** Opening Collected data block **

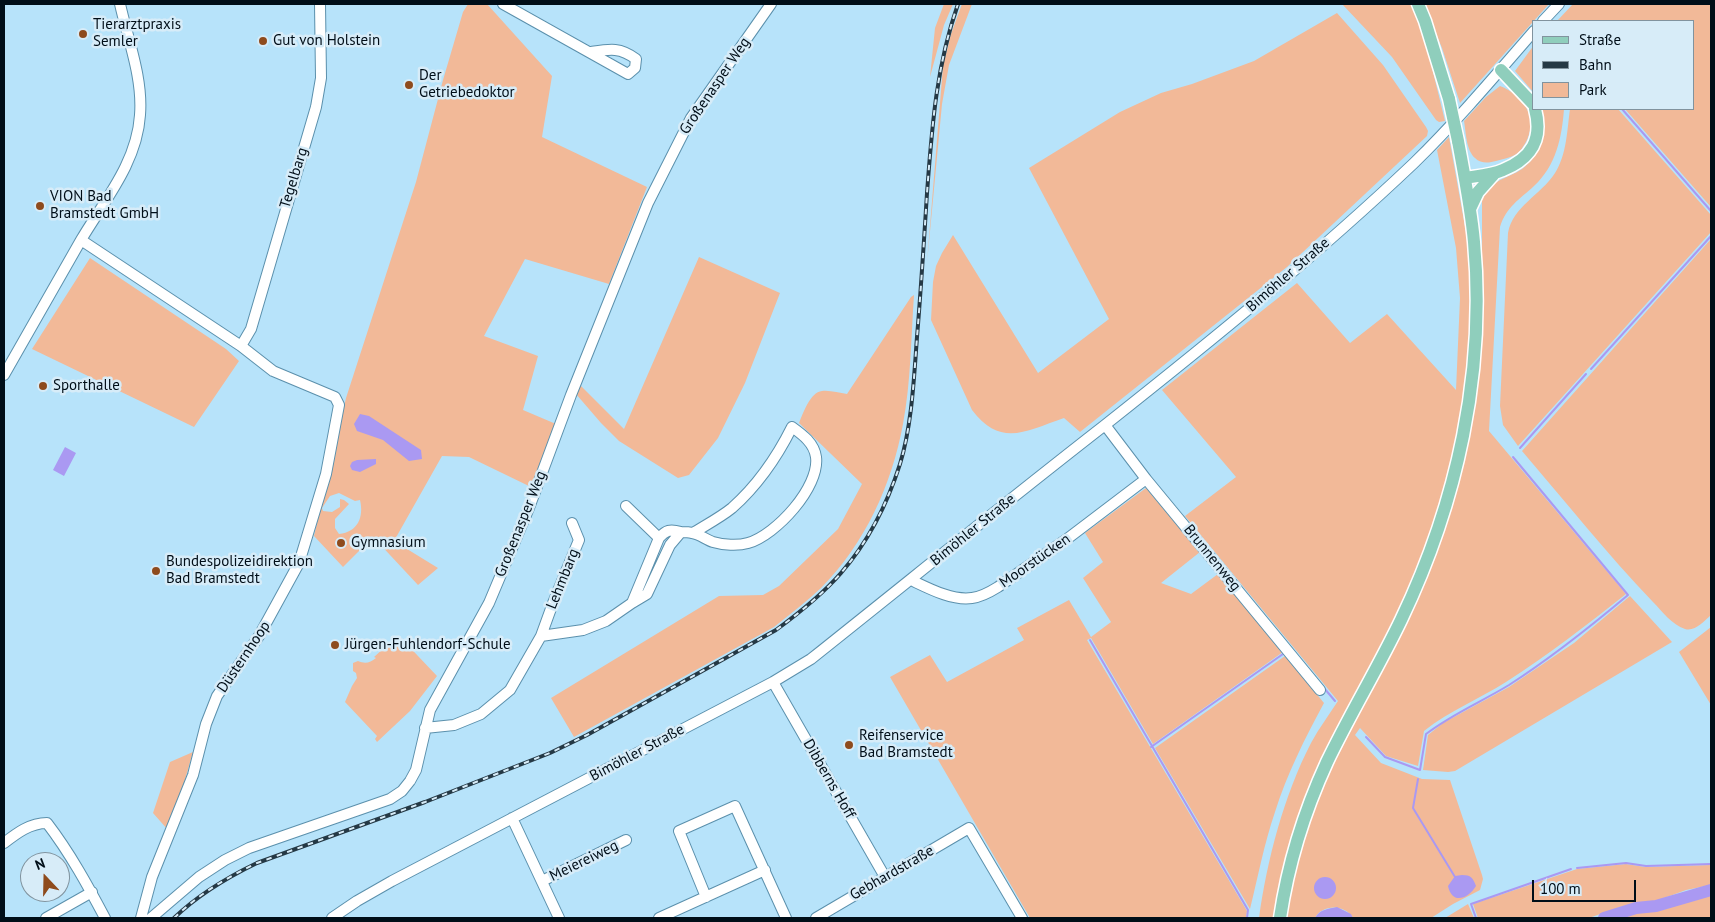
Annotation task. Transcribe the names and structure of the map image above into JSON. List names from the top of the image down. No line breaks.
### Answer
{"streets":{"street":["Großenasper Weg","Tegelbarg","Bimöhler Straße","Brunnenweg","Moorstücken","Lehmbarg","Düsternhoop","Dibberns Hoff","Meiereiweg","Gebhardstraße"]},"crossings":[["Großenasper Weg","Lehmbarg"],["Tegelbarg","Düsternhoop"],["Bimöhler Straße","Brunnenweg"],["Bimöhler Straße","Moorstücken"],["Bimöhler Straße","Dibberns Hoff"],["Brunnenweg","Moorstücken"],["Dibberns Hoff","Gebhardstraße"]],"places":["Tierarztpraxis Semler","Gut von Holstein","Der Getriebedoktor","VION Bad Bramstedt GmbH","Sporthalle","Gymnasium","Bundespolizeidirektion Bad Bramstedt","Jürgen-Fuhlendorf-Schule","Reifenservice Bad Bramstedt"],"legend":["Straße","Bahn","Park"],"scale_bar":"100 m","north":"top"}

** Closing Collected data block **

Task to complete
Print the listing again exactly as it appears, except for the pictures, which stay out.

Output for this task
Annotation task. Transcribe the names and structure of the map image above into JSON. List names from the top of the image down. No line breaks.
### Answer
{"streets":{"street":["Großenasper Weg","Tegelbarg","Bimöhler Straße","Brunnenweg","Moorstücken","Lehmbarg","Düsternhoop","Dibberns Hoff","Meiereiweg","Gebhardstraße"]},"crossings":[["Großenasper Weg","Lehmbarg"],["Tegelbarg","Düsternhoop"],["Bimöhler Straße","Brunnenweg"],["Bimöhler Straße","Moorstücken"],["Bimöhler Straße","Dibberns Hoff"],["Brunnenweg","Moorstücken"],["Dibberns Hoff","Gebhardstraße"]],"places":["Tierarztpraxis Semler","Gut von Holstein","Der Getriebedoktor","VION Bad Bramstedt GmbH","Sporthalle","Gymnasium","Bundespolizeidirektion Bad Bramstedt","Jürgen-Fuhlendorf-Schule","Reifenservice Bad Bramstedt"],"legend":["Straße","Bahn","Park"],"scale_bar":"100 m","north":"top"}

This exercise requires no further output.